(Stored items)
^^^^

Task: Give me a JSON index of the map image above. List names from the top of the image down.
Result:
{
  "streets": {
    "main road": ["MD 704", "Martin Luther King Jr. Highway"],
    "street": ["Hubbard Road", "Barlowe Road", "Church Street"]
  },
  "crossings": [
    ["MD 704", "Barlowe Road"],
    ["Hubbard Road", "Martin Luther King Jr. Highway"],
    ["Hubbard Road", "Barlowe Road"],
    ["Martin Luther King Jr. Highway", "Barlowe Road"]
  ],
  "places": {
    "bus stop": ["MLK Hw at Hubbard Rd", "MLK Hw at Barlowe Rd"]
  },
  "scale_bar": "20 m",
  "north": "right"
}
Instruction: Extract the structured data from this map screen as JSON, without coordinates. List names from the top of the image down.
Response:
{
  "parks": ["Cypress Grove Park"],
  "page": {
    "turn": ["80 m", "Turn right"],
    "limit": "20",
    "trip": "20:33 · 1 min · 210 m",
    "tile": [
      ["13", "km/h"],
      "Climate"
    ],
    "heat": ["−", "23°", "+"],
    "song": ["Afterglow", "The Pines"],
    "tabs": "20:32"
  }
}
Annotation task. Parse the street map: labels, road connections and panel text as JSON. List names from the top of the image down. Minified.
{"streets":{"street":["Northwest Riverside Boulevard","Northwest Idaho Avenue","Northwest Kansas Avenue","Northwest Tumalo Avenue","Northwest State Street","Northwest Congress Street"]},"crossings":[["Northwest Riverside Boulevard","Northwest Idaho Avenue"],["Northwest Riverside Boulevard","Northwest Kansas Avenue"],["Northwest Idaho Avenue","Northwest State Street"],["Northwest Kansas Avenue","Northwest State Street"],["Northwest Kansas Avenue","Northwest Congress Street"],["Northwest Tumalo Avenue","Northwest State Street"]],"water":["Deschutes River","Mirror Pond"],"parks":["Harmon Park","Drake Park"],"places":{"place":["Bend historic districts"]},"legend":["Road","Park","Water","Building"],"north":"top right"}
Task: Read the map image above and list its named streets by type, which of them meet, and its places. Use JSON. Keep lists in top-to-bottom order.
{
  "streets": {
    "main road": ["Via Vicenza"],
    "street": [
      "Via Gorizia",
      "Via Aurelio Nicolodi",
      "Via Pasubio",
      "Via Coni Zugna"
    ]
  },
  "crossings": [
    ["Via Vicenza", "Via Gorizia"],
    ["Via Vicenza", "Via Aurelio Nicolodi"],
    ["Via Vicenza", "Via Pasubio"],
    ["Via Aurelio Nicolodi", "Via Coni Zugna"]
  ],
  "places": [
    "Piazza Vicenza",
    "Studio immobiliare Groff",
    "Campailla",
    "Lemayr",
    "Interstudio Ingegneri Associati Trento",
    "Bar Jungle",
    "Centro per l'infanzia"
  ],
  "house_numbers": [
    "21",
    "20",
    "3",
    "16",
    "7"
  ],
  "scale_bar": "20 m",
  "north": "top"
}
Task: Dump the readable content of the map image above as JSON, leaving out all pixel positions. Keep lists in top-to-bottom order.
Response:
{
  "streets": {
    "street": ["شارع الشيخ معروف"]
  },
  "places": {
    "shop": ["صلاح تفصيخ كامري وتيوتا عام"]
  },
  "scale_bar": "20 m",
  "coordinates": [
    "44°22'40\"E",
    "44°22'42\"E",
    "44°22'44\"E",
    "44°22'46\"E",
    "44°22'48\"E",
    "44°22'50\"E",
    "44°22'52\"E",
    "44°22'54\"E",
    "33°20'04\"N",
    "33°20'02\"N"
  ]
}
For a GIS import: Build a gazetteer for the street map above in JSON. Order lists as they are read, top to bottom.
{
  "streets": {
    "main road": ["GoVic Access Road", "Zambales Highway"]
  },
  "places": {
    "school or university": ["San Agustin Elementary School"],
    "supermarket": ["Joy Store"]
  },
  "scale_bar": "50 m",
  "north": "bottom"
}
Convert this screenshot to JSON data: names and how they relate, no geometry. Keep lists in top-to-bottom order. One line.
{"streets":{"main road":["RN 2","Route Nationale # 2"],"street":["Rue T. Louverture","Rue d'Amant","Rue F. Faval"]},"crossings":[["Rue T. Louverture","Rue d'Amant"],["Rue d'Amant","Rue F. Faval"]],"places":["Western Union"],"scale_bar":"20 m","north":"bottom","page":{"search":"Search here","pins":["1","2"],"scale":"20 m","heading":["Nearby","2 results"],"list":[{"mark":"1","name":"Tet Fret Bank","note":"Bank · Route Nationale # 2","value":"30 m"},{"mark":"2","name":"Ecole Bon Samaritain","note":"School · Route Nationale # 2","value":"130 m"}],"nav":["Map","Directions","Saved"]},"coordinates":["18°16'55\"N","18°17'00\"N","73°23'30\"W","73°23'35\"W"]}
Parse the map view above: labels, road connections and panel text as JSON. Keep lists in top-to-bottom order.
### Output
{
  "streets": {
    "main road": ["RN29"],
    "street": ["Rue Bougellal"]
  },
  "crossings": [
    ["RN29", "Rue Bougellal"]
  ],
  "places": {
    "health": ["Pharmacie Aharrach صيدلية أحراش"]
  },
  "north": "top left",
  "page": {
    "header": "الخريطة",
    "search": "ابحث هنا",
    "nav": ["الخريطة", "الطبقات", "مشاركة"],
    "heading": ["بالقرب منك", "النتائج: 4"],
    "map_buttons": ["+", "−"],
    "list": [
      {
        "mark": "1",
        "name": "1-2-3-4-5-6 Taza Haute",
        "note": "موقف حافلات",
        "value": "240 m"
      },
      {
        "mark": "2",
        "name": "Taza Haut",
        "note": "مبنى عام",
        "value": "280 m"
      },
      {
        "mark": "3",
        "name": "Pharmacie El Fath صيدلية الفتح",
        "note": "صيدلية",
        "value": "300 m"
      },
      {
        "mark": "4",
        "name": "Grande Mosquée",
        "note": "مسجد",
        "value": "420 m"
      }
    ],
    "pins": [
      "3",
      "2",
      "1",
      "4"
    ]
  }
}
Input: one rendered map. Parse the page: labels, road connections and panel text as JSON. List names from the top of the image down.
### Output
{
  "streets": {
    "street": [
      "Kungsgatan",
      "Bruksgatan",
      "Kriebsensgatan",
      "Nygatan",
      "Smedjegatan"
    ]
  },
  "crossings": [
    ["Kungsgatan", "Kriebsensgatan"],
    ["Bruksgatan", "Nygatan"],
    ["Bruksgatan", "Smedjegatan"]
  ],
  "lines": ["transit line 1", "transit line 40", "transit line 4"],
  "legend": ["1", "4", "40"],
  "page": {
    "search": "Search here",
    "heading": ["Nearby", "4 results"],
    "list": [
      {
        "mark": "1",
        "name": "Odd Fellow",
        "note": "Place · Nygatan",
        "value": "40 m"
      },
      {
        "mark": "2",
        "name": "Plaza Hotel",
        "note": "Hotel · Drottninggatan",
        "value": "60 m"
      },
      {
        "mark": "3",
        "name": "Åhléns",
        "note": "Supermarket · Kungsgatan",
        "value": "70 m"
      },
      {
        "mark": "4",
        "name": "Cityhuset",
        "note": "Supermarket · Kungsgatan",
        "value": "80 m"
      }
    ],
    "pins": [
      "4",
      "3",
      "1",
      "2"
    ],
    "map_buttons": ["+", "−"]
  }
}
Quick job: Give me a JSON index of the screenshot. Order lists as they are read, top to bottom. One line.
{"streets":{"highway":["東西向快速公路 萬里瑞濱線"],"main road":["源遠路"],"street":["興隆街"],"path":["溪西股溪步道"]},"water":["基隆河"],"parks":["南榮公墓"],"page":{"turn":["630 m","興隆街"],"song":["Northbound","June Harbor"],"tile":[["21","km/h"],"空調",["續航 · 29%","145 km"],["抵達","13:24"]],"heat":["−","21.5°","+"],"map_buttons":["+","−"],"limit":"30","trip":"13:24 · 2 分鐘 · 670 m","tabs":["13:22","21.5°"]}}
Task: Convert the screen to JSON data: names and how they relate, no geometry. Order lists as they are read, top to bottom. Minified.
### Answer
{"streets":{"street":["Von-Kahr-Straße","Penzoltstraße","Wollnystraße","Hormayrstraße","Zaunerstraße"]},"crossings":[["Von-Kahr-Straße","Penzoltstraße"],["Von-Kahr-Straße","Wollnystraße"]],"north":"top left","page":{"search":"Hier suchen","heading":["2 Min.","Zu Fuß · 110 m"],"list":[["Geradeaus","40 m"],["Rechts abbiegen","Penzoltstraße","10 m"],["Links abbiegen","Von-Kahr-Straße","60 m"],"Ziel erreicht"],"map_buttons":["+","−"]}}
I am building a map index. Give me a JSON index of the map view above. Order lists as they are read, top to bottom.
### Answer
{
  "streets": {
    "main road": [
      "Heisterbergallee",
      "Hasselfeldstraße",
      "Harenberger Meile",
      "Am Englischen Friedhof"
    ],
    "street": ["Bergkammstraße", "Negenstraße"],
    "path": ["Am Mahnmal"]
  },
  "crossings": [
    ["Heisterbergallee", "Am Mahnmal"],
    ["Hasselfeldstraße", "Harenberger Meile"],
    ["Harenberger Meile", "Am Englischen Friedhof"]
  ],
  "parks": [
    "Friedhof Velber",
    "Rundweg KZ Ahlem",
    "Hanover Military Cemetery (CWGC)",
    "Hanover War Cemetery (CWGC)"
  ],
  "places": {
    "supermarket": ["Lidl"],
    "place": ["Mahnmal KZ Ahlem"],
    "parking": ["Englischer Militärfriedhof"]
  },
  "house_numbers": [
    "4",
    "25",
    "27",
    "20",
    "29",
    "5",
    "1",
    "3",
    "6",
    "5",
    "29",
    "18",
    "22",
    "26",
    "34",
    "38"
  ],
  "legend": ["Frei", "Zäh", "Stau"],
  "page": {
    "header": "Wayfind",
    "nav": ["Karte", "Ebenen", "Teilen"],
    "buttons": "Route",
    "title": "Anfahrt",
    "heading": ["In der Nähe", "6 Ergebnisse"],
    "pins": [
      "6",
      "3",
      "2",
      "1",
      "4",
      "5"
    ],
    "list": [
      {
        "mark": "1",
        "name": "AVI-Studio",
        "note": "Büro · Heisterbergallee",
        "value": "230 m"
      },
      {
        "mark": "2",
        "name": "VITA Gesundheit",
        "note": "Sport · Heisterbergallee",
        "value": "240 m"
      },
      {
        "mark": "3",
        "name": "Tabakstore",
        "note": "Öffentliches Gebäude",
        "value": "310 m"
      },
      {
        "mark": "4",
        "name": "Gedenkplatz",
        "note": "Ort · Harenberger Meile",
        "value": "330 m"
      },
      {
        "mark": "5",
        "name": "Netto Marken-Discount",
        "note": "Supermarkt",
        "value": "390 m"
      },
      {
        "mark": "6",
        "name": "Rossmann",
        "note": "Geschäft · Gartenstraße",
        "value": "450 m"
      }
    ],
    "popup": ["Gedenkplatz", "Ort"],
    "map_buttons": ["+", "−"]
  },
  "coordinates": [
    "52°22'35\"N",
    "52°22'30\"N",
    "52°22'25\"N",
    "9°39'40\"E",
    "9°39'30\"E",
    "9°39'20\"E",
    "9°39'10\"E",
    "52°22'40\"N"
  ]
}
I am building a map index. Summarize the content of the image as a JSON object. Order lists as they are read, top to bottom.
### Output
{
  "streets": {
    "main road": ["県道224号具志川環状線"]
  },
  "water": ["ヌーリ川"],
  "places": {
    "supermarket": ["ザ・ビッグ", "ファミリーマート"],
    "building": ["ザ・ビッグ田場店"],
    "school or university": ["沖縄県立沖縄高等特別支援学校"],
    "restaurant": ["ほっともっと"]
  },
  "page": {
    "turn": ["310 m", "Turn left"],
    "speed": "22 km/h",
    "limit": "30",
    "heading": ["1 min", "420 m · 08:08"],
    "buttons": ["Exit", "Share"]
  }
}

^^^^

▶ [WHAT THIS TASK INVOLVES] Which lines of the records contain "view"? Show each of them.

▶ [REPLY]
Parse the map view above: labels, road connections and panel text as JSON. Keep lists in top-to-bottom order.
I am building a map index. Give me a JSON index of the map view above. Order lists as they are read, top to bottom.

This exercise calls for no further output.